I’ll check out that article you referenced.
lilady,
As nsib states, Lustig does focus mainly on fructose. I don’t doubt that there is a lot of truth to Lustig’s theories. He is a very engaging speaker, and I enjoyed his lecture. It was only after I did a bit more reading on the subject, including the SBM post that you mention, that I began to think he has taken it a bit too far, and found the skeptical look at his ideas I linked to.

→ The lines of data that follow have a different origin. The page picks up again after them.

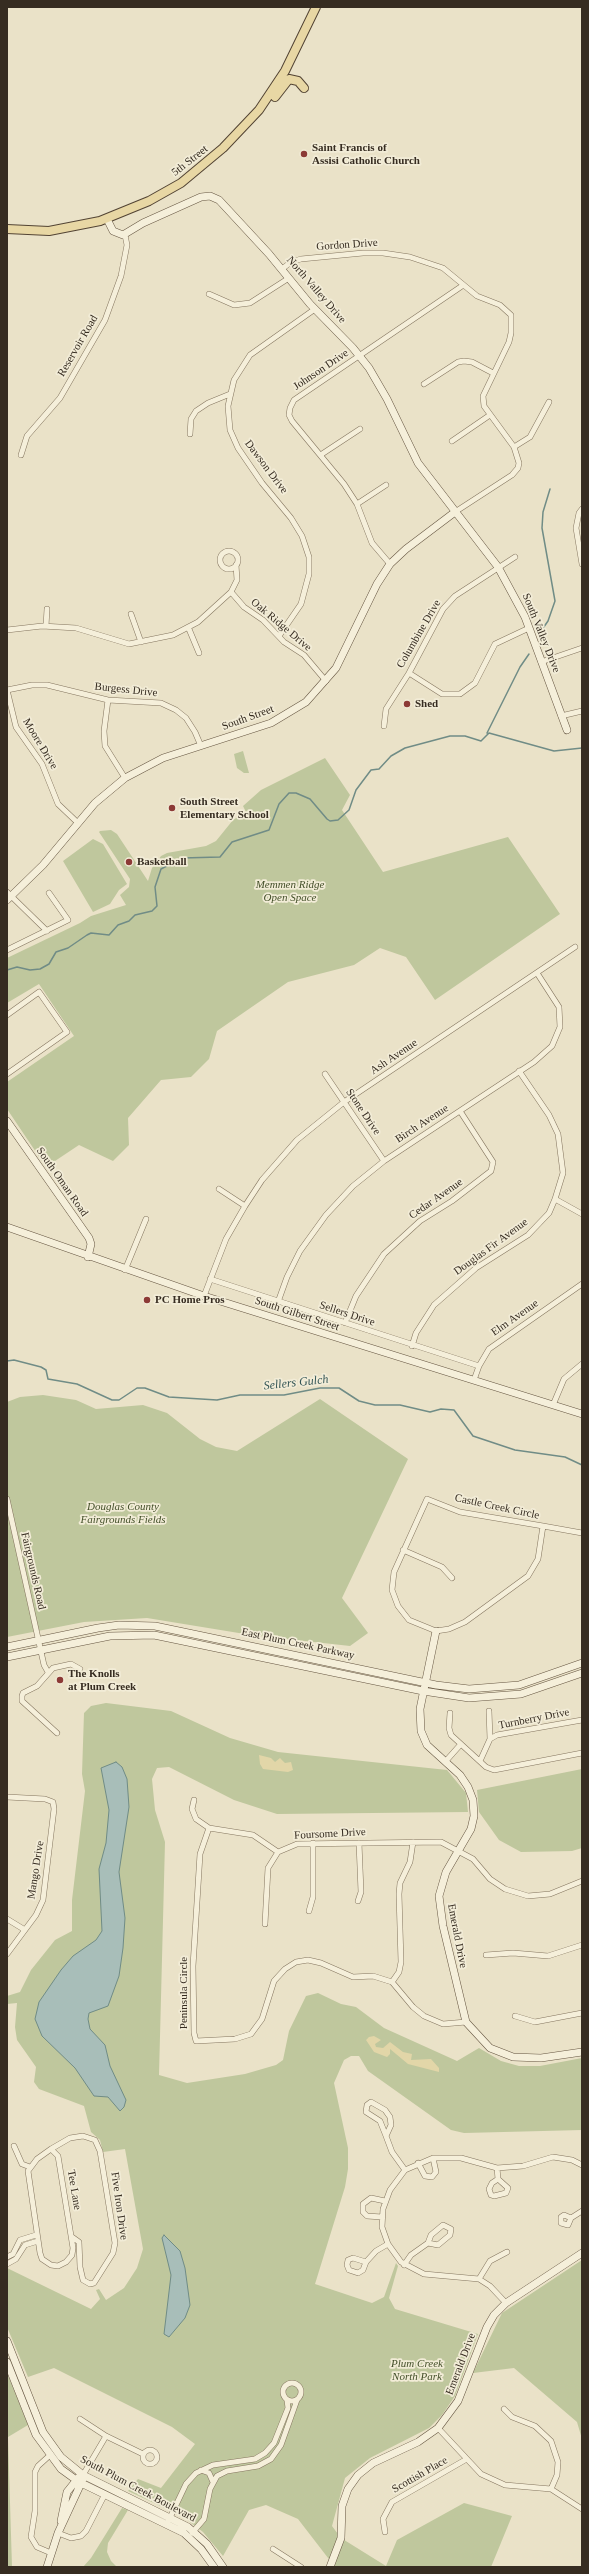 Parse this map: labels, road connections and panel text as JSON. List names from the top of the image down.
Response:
{
  "streets": {
    "main road": ["5th Street"],
    "street": [
      "Gordon Drive",
      "North Valley Drive",
      "Reservoir Road",
      "Johnson Drive",
      "Dawson Drive",
      "Oak Ridge Drive",
      "South Valley Drive",
      "Columbine Drive",
      "Burgess Drive",
      "South Street",
      "Moore Drive",
      "Ash Avenue",
      "Stone Drive",
      "Birch Avenue",
      "South Oman Road",
      "Cedar Avenue",
      "Douglas Fir Avenue",
      "South Gilbert Street",
      "Sellers Drive",
      "Elm Avenue",
      "Castle Creek Circle",
      "Fairgrounds Road",
      "East Plum Creek Parkway",
      "Turnberry Drive",
      "Foursome Drive",
      "Mango Drive",
      "Emerald Drive",
      "Peninsula Circle",
      "Tee Lane",
      "Five Iron Drive",
      "Scottish Place",
      "South Plum Creek Boulevard"
    ]
  },
  "crossings": [
    ["Gordon Drive", "North Valley Drive"],
    ["Gordon Drive", "Johnson Drive"],
    ["Gordon Drive", "South Valley Drive"],
    ["Gordon Drive", "South Street"],
    ["North Valley Drive", "Reservoir Road"],
    ["North Valley Drive", "Johnson Drive"],
    ["North Valley Drive", "Dawson Drive"],
    ["North Valley Drive", "South Valley Drive"],
    ["North Valley Drive", "South Street"],
    ["Johnson Drive", "South Street"],
    ["Dawson Drive", "Oak Ridge Drive"],
    ["Oak Ridge Drive", "South Street"],
    ["South Valley Drive", "Columbine Drive"],
    ["South Valley Drive", "South Street"],
    ["Burgess Drive", "South Street"],
    ["Burgess Drive", "Moore Drive"],
    ["South Street", "Moore Drive"],
    ["Ash Avenue", "Stone Drive"],
    ["Ash Avenue", "Birch Avenue"],
    ["Ash Avenue", "South Gilbert Street"],
    ["Ash Avenue", "Sellers Drive"],
    ["Stone Drive", "Birch Avenue"],
    ["Birch Avenue", "Cedar Avenue"],
    ["Birch Avenue", "Douglas Fir Avenue"],
    ["Birch Avenue", "Sellers Drive"],
    ["South Oman Road", "South Gilbert Street"],
    ["Cedar Avenue", "Sellers Drive"],
    ["Douglas Fir Avenue", "Sellers Drive"],
    ["South Gilbert Street", "Elm Avenue"],
    ["Sellers Drive", "Elm Avenue"],
    ["Castle Creek Circle", "Emerald Drive"],
    ["Fairgrounds Road", "East Plum Creek Parkway"],
    ["East Plum Creek Parkway", "Emerald Drive"],
    ["Foursome Drive", "Emerald Drive"],
    ["Tee Lane", "Five Iron Drive"]
  ],
  "water": ["Sellers Gulch"],
  "parks": ["Memmen Ridge Open Space", "Douglas County Fairgrounds Fields", "Plum Creek North Park"],
  "places": [
    "Saint Francis of Assisi Catholic Church",
    "Shed",
    "South Street Elementary School",
    "Basketball",
    "PC Home Pros",
    "The Knolls at Plum Creek"
  ]
} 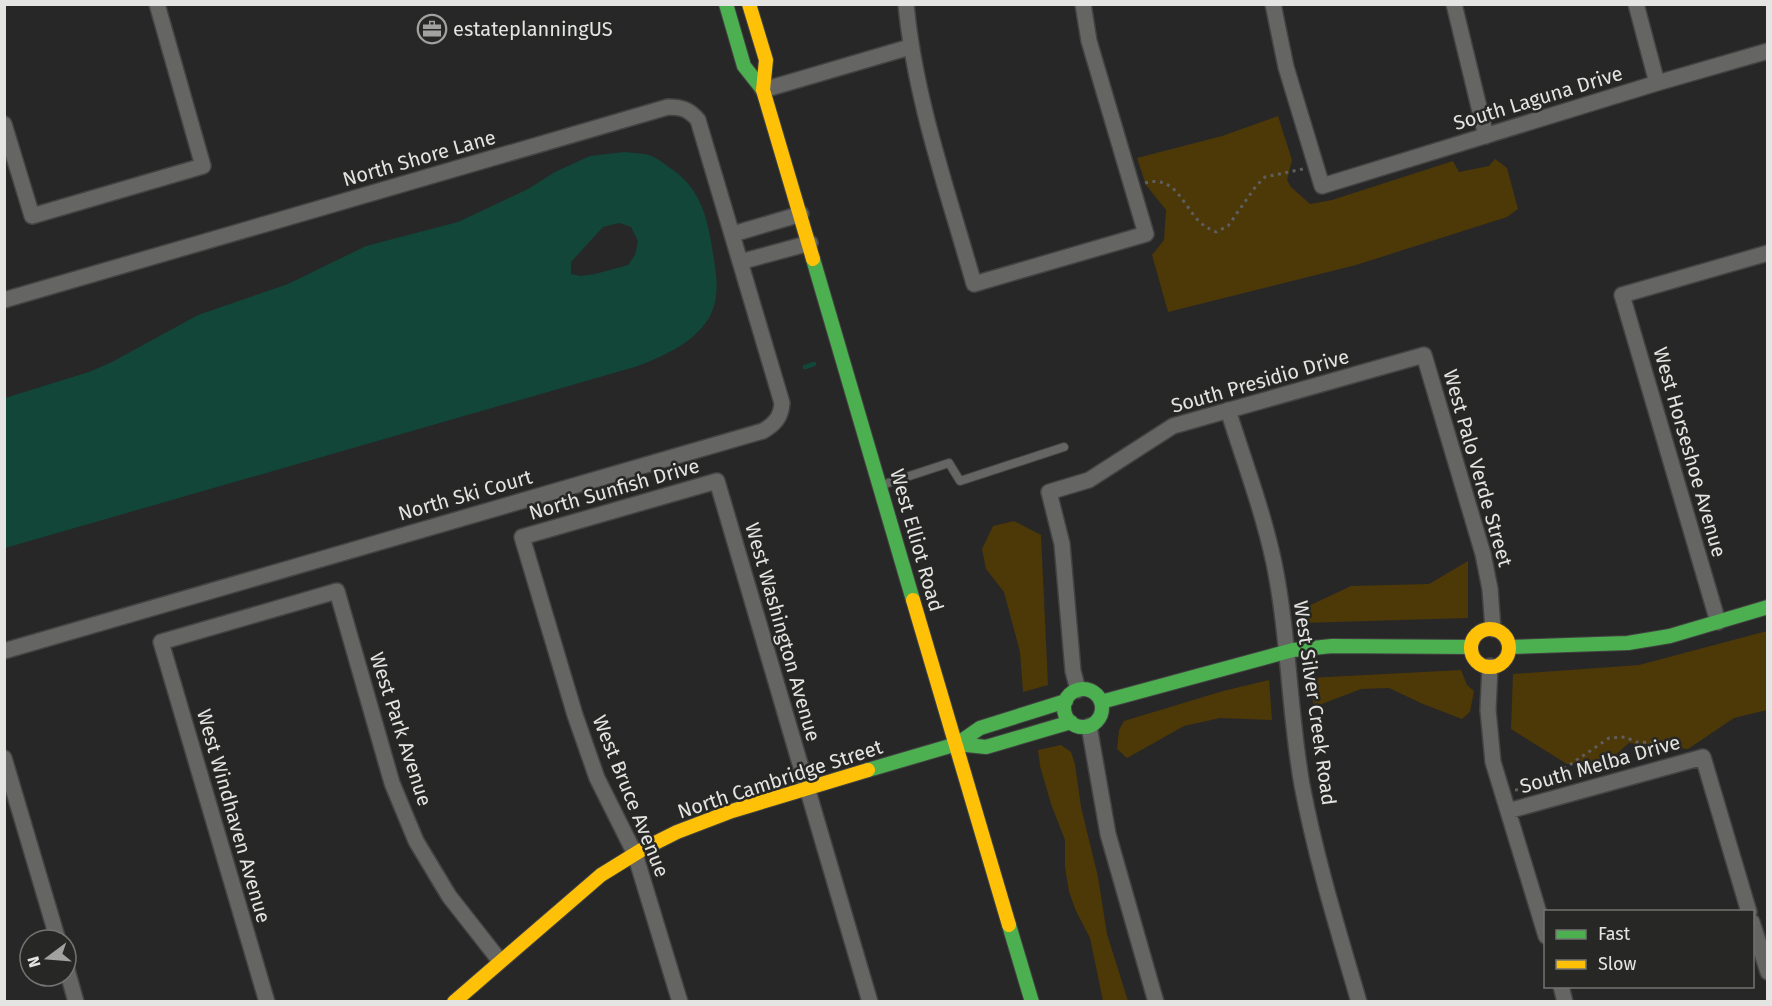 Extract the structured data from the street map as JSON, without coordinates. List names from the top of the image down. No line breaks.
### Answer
{"streets":{"street":["South Laguna Drive","North Shore Lane","South Presidio Drive","West Horseshoe Avenue","West Palo Verde Street","North Sunfish Drive","North Ski Court","West Elliot Road","West Washington Avenue","West Silver Creek Road","West Park Avenue","South Melba Drive","North Cambridge Street","West Bruce Avenue","West Windhaven Avenue"]},"crossings":[["North Shore Lane","North Ski Court"],["South Presidio Drive","West Palo Verde Street"],["South Presidio Drive","West Silver Creek Road"],["North Sunfish Drive","West Washington Avenue"],["North Sunfish Drive","West Bruce Avenue"],["West Elliot Road","North Cambridge Street"],["West Washington Avenue","North Cambridge Street"],["West Park Avenue","North Cambridge Street"],["West Park Avenue","West Windhaven Avenue"],["North Cambridge Street","West Bruce Avenue"]],"places":{"office":["estateplanningUS"]},"legend":["Fast","Slow"],"north":"left"} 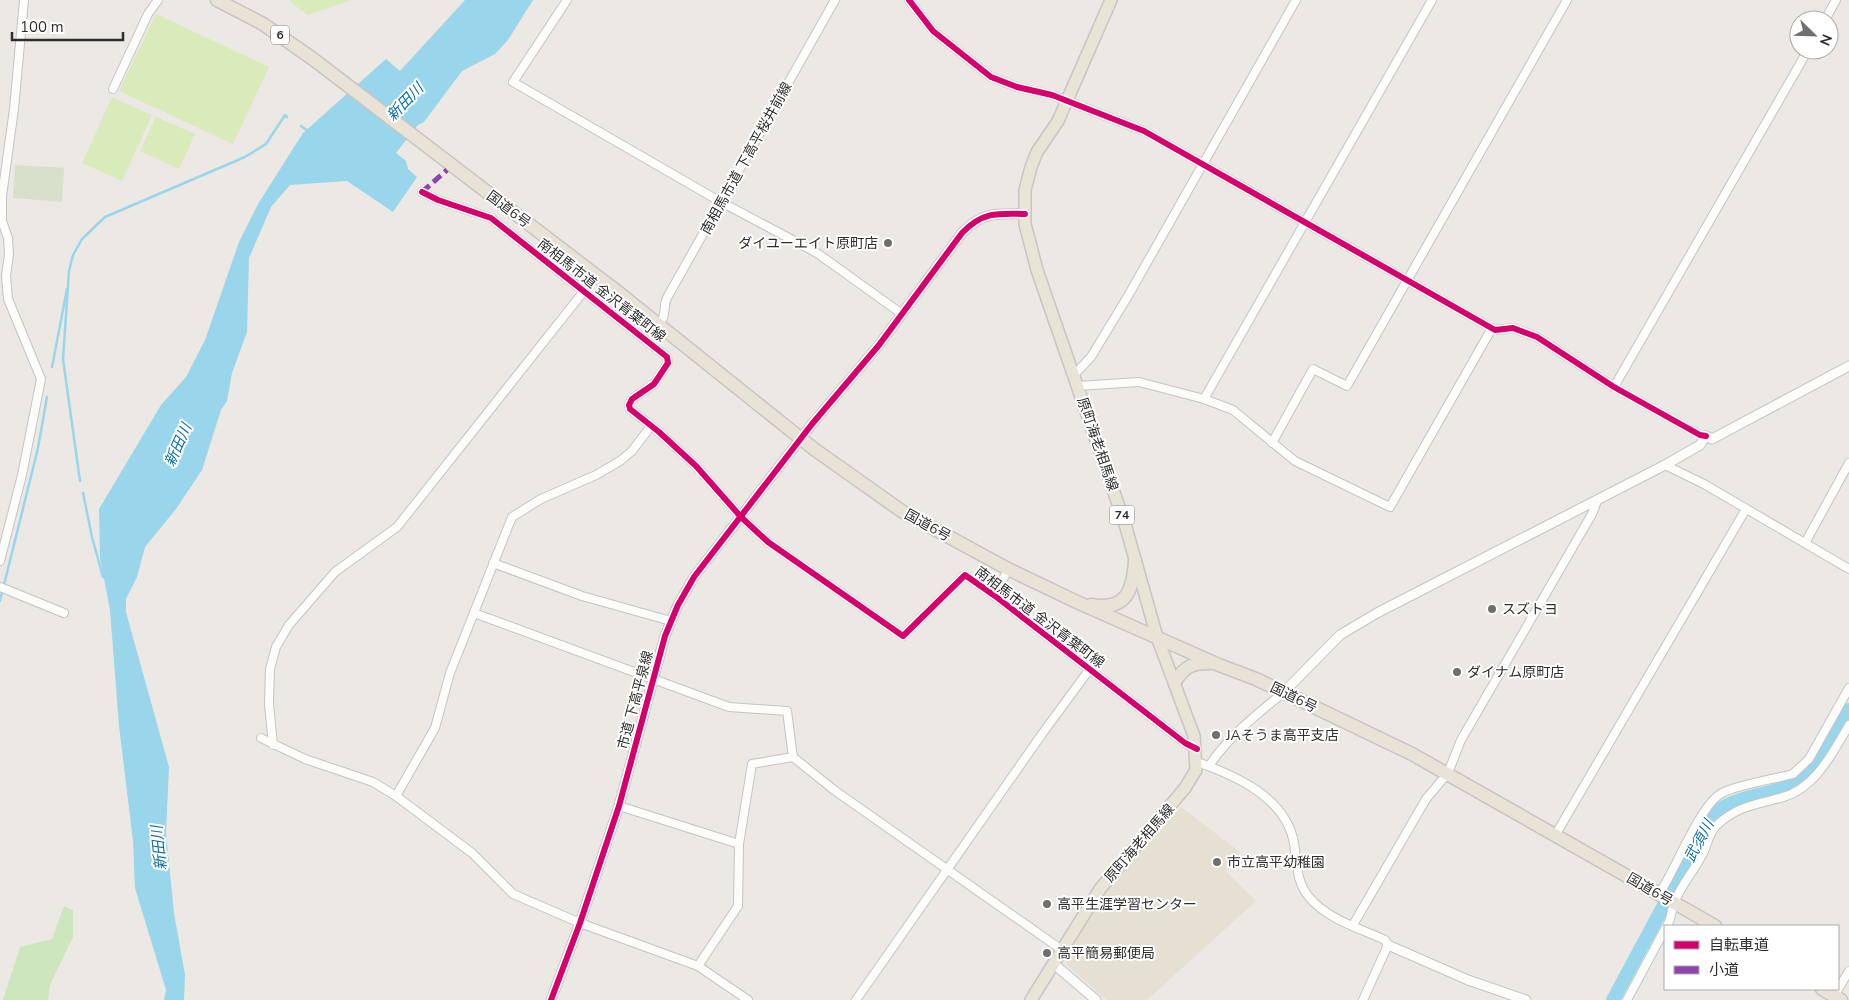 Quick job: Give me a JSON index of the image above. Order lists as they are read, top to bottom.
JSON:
{
  "streets": {
    "highway": ["6", "国道6号"],
    "main road": ["原町海老相馬線", "74"],
    "street": ["南相馬市道 下高平桜井前線", "南相馬市道 金沢青葉町線", "市道 下高平泉線"]
  },
  "crossings": [
    ["国道6号", "原町海老相馬線"],
    ["国道6号", "市道 下高平泉線"],
    ["南相馬市道 金沢青葉町線", "原町海老相馬線"],
    ["南相馬市道 金沢青葉町線", "市道 下高平泉線"],
    ["原町海老相馬線", "市道 下高平泉線"]
  ],
  "water": ["新田川", "武須川"],
  "places": [
    "ダイユーエイト原町店",
    "スズトヨ",
    "ダイナム原町店",
    "JAそうま高平支店",
    "市立高平幼稚園",
    "高平生涯学習センター",
    "高平簡易郵便局"
  ],
  "legend": ["自転車道", "小道"],
  "scale_bar": "100 m",
  "north": "bottom right"
}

BTW I think it’s interesting that US per capita consumption of calorific sweeteners peaked around 1999 and has been heading downwards ever since. HFCS consumption has been slowly falling since 2001 while sugar consumption has been slowly rising, perhaps because of the demonization of HFCS. The graph here is accurate – I went to the USDA site and checked.
Nature paper?
Can you give a reference for that? I’m interested in possible cell-cell transmission mechanisms of RNAs.
Indeed. And so is ordinary cane sugar, aka sucrose.
Sucrose is simply one fructose and one glucose molecule linked together via the glycoside bond. This bond will become undone quite easily even in the absence of any enzyme. Acidic conditions, for instance (such as those that exist in the healthy stomach), will easily convert sucrose to its component fructose and glucose – what is called inverted sugar.
HFSC is simply inverted sugar that comes from corn. It’s called “high fructose” because it contains a bit more fructose than inverted sugar made from sugarcane (55% compared to 50%). That’s about the same composition as typical honey, which is hawked everywhere as a healthier sweetener. For truly frightful fructose/glucose ratios, some fruits are really the worst thing you can eat : an apple contains 70% of its sugar as fructose.
The problem here is not one of quality of sweeteners but one of quantity, of ubiquitous and excessive use. Whatever you will use will have its own set of problems.
Fructose has a very low glycemic index. Indeed, it was sold in pure powdered form as a health food product not so long ago, and strongly recommended to diabetics, until it was found out that it promotes insulin resistance.
Glucose has a relatively high glycemic index which promotes insulin release via the classical sugar regulation mecanism.
Most known non-caloric sweeteners are now suspected of promoting insulin release via a non-classical neurological mecanism, inducing hunger and excessive food consumption, thus promoting obesity.
Krebiozen: High Fructose Corn Syrup is not much different from honey. Of course, any sugar is going to be bad for you when consumed in excess, but HFCS is not chemically any worse than other sugars.
As for the cancer discovery — news of any scientific discovery is going to be blown out of proportion by the media, and used by some kind of quacks or cranks. I recall seeing papers on subatomic particle research cited by woo-miesters as proof of their quackery.